L’actionnaire doit donc pouvoir mesurer la rentabilité de ses fonds investis. Il pourra le faire de deux manières : 

  • Dans une optique de valorisation de son placement à long terme, il optera pour le ratio suivant, appelé ROE (Return on Equity, soit retour sur fonds propres) :

    Résultat net / total fonds propres.

    Ce ratio lui indique la rentabilité de son investissement en terme de valorisation de sa participation. En effet, il s’agit là non pas de mesurer une rentabilité théorique mais de valoriser ses actions au vu du rendement offert par celles-ci.

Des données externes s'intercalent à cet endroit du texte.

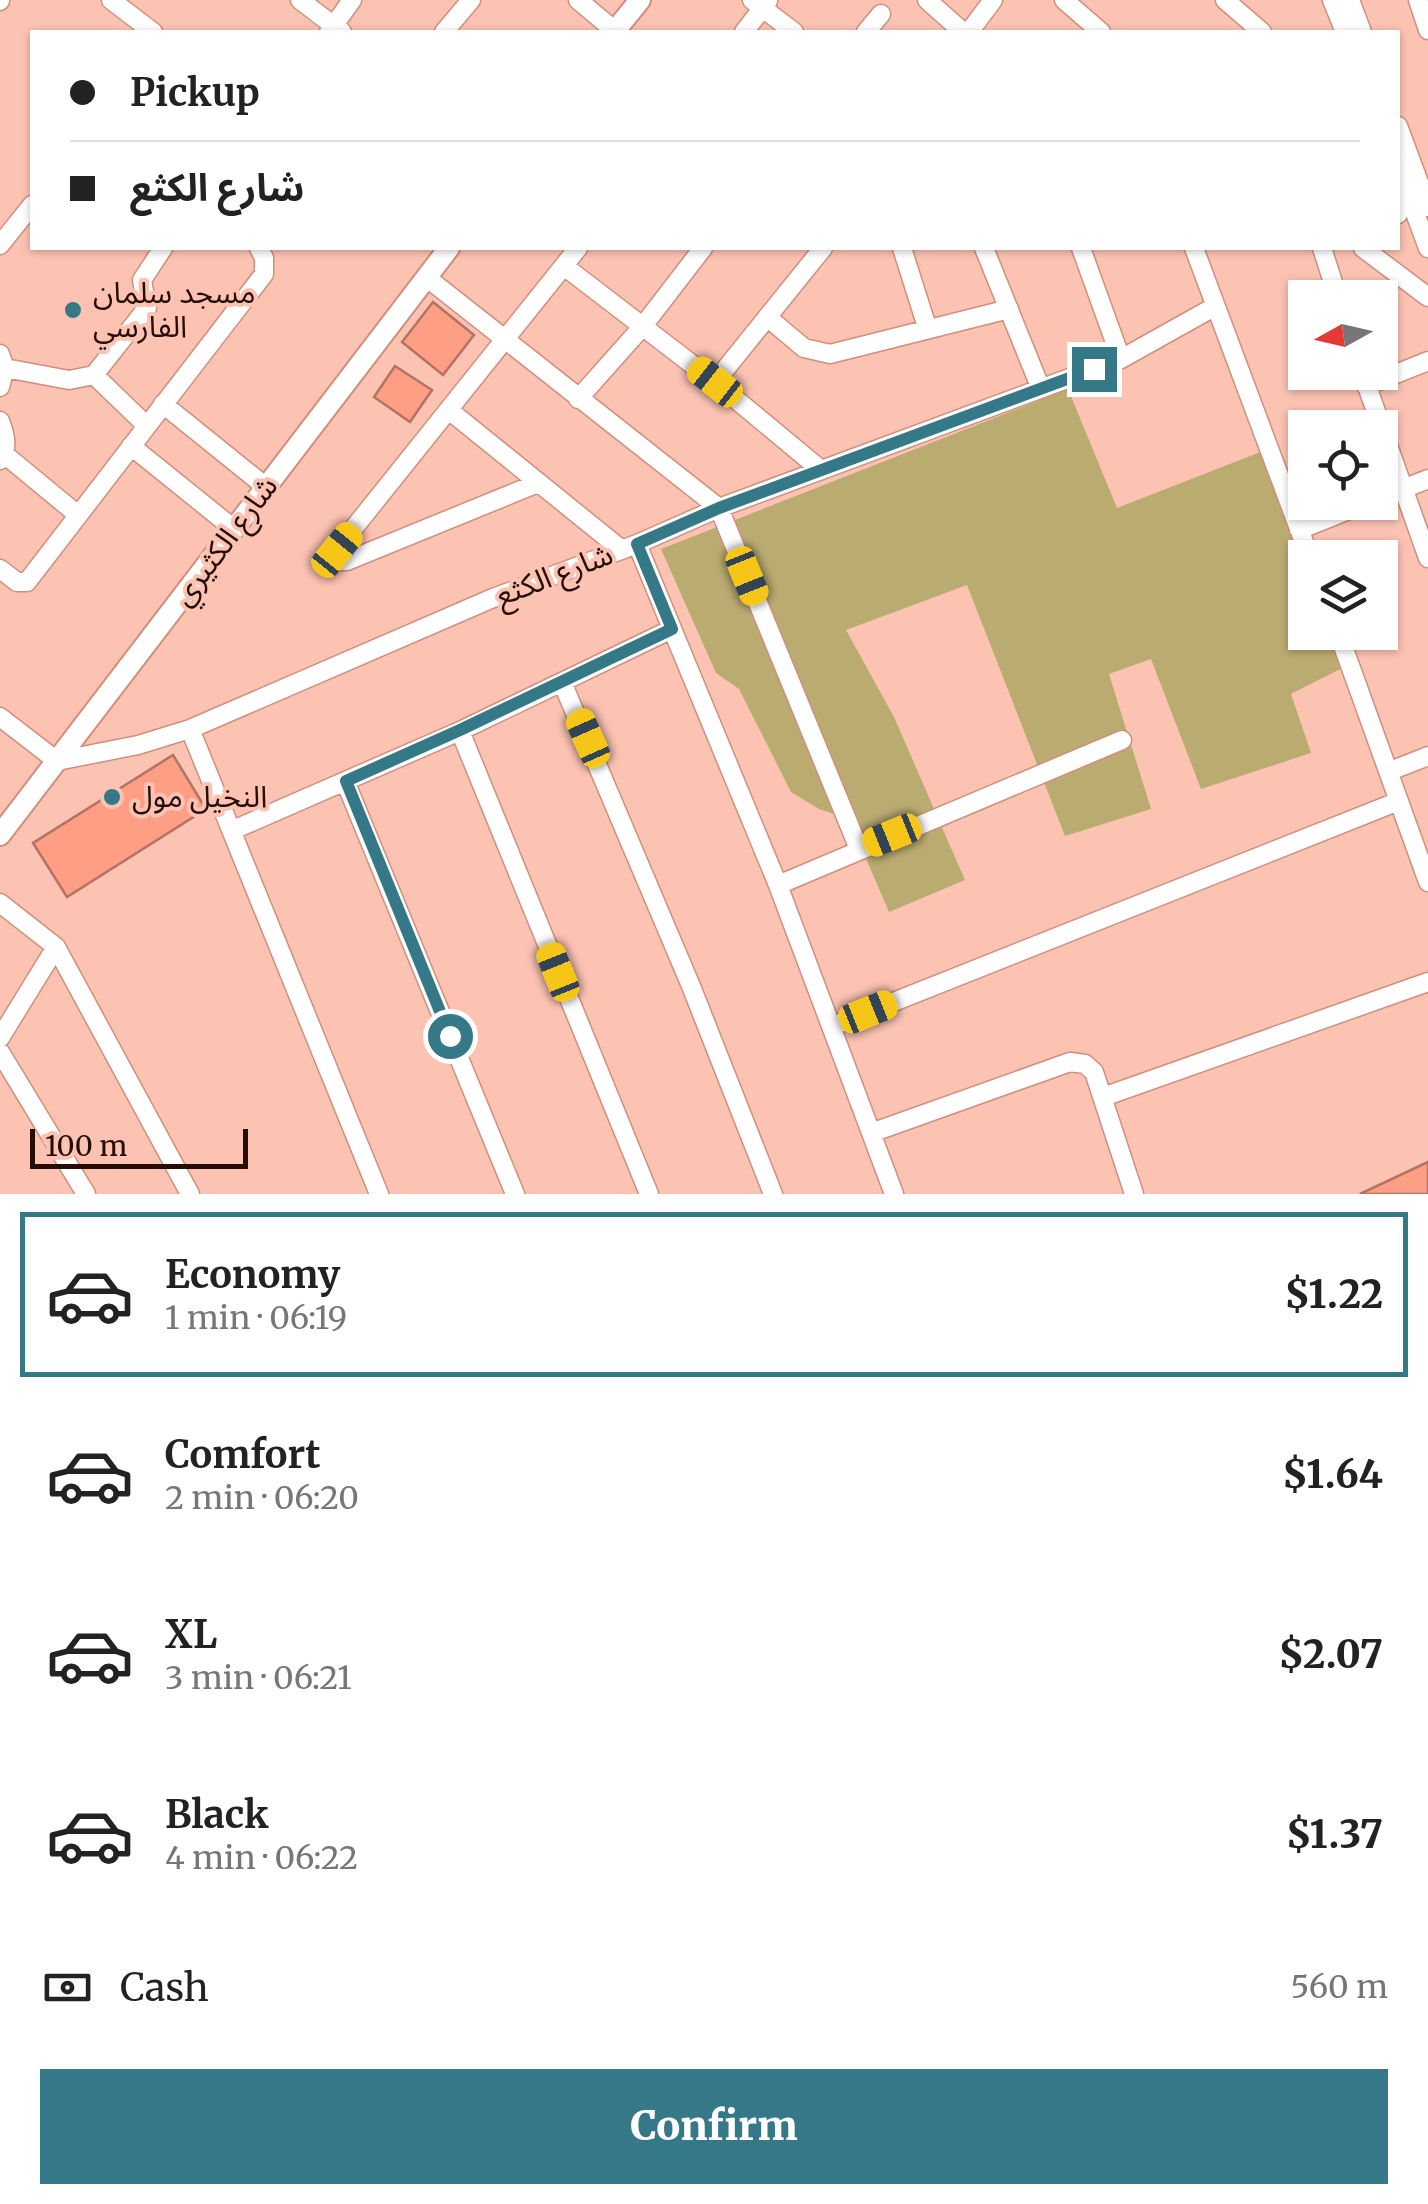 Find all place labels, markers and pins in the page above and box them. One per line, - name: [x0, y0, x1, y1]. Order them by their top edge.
- place label: مسجد سلمان الفارسي: [93, 273, 256, 350]
- marker: مسجد سلمان الفارسي: [62, 299, 84, 321]
- place label: النخيل مول: [132, 777, 267, 815]
- marker: النخيل مول: [101, 786, 123, 808] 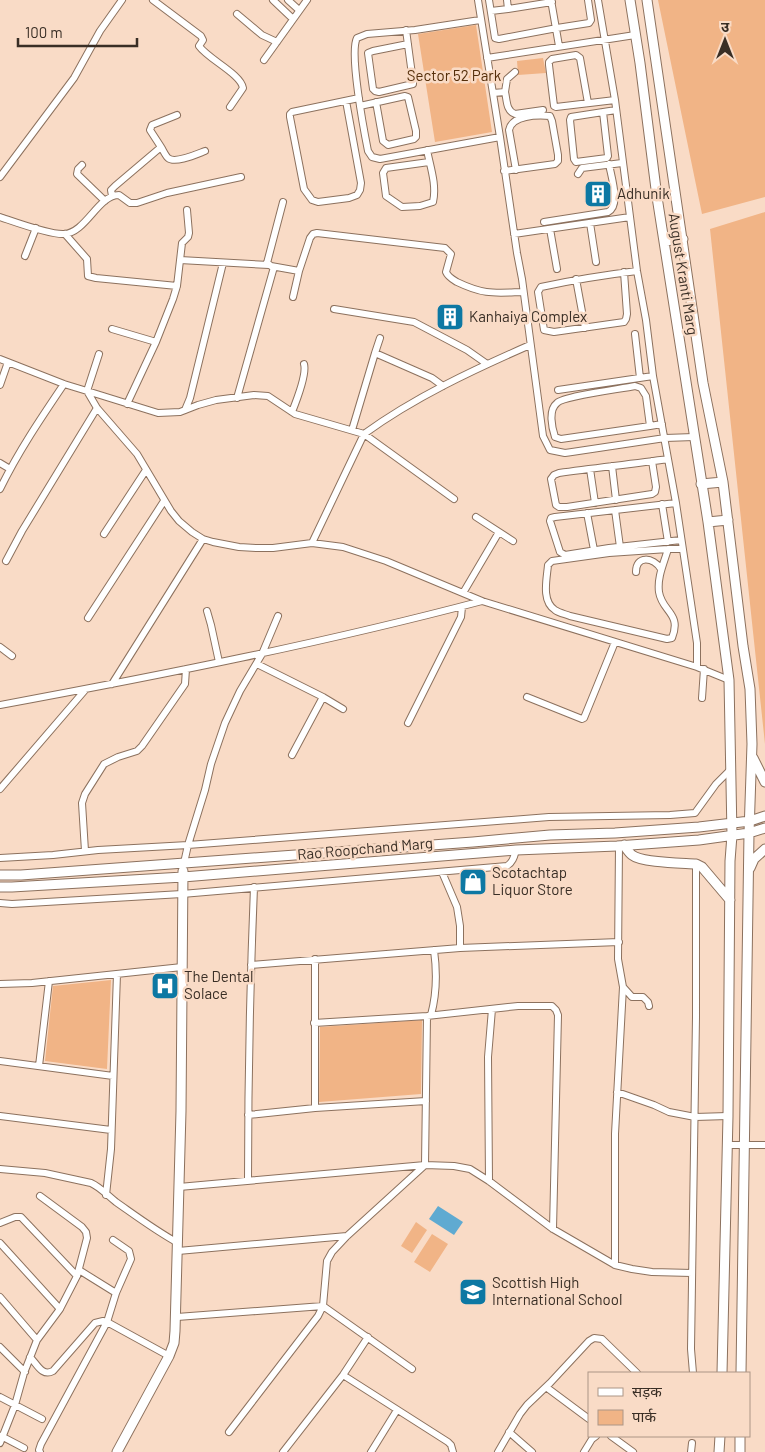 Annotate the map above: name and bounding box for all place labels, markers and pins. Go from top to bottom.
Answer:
building icon: Adhunik [583,179,613,209]
place label: Adhunik [617,184,670,202]
building icon: Kanhaiya Complex [435,302,465,332]
place label: Kanhaiya Complex [469,307,587,325]
place label: Scotachtap Liquor Store [492,863,573,898]
shop icon: Scotachtap Liquor Store [458,867,488,897]
place label: The Dental Solace [184,967,253,1002]
hospital icon: The Dental Solace [150,971,180,1001]
place label: Scottish High International School [492,1273,622,1308]
school or university icon: Scottish High International School [458,1277,488,1307]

  • Dans une optique de valorisation à plus court terme, on optera pour un ratio différent, à savoir :

    Dividendes versés / total fonds propres.

    Ce ratio mesure la capacité de l’entreprise à rémunérer directement ses actionnaires par le versement d’un dividende annuel. Ce ratio est directement lié à la politique de versement de dividendes de l’entreprise (souvent liée à ses besoins de conserver du résultat pour pérenniser son activité mais aussi bien entendu à sa capacité de générer du résultat distribuable) mais  aussi à sa capacité financière de débourser des dividendes réguliers. Ce ratio intéresse plus particulièrement  l’actionnaire à la recherche de revenus réguliers.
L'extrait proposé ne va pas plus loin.